--- EXERCISE PROMPT ---
What you return must match the material exactly, with every line present.

----- GIVEN DATA

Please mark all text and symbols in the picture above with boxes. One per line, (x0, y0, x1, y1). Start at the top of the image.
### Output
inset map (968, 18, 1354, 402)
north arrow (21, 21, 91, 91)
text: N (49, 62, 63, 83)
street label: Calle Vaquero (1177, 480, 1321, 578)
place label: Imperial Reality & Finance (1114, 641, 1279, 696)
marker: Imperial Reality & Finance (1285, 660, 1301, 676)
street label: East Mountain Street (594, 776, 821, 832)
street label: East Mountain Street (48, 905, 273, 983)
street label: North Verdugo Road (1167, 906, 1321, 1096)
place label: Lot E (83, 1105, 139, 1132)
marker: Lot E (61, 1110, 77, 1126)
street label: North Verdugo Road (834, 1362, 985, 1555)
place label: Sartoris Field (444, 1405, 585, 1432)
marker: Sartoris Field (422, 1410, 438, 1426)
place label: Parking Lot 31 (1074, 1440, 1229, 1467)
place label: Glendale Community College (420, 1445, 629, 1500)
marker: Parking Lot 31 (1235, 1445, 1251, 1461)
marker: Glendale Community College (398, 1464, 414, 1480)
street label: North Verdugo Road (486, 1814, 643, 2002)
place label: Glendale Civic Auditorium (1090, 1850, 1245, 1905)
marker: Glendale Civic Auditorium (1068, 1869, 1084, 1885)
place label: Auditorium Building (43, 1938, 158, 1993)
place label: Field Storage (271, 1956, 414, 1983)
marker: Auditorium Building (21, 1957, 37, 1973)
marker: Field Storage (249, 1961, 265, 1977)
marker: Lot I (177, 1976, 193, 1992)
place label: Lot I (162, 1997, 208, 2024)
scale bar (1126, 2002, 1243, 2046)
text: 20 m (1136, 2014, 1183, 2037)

----------

--- RESPONSE AREA ---
Please mark all text and symbols in the picture above with boxes. One per line, (x0, y0, x1, y1). Start at the top of the image.
### Output
inset map (968, 18, 1354, 402)
north arrow (21, 21, 91, 91)
text: N (49, 62, 63, 83)
street label: Calle Vaquero (1177, 480, 1321, 578)
place label: Imperial Reality & Finance (1114, 641, 1279, 696)
marker: Imperial Reality & Finance (1285, 660, 1301, 676)
street label: East Mountain Street (594, 776, 821, 832)
street label: East Mountain Street (48, 905, 273, 983)
street label: North Verdugo Road (1167, 906, 1321, 1096)
place label: Lot E (83, 1105, 139, 1132)
marker: Lot E (61, 1110, 77, 1126)
street label: North Verdugo Road (834, 1362, 985, 1555)
place label: Sartoris Field (444, 1405, 585, 1432)
marker: Sartoris Field (422, 1410, 438, 1426)
place label: Parking Lot 31 (1074, 1440, 1229, 1467)
place label: Glendale Community College (420, 1445, 629, 1500)
marker: Parking Lot 31 (1235, 1445, 1251, 1461)
marker: Glendale Community College (398, 1464, 414, 1480)
street label: North Verdugo Road (486, 1814, 643, 2002)
place label: Glendale Civic Auditorium (1090, 1850, 1245, 1905)
marker: Glendale Civic Auditorium (1068, 1869, 1084, 1885)
place label: Auditorium Building (43, 1938, 158, 1993)
place label: Field Storage (271, 1956, 414, 1983)
marker: Auditorium Building (21, 1957, 37, 1973)
marker: Field Storage (249, 1961, 265, 1977)
marker: Lot I (177, 1976, 193, 1992)
place label: Lot I (162, 1997, 208, 2024)
scale bar (1126, 2002, 1243, 2046)
text: 20 m (1136, 2014, 1183, 2037)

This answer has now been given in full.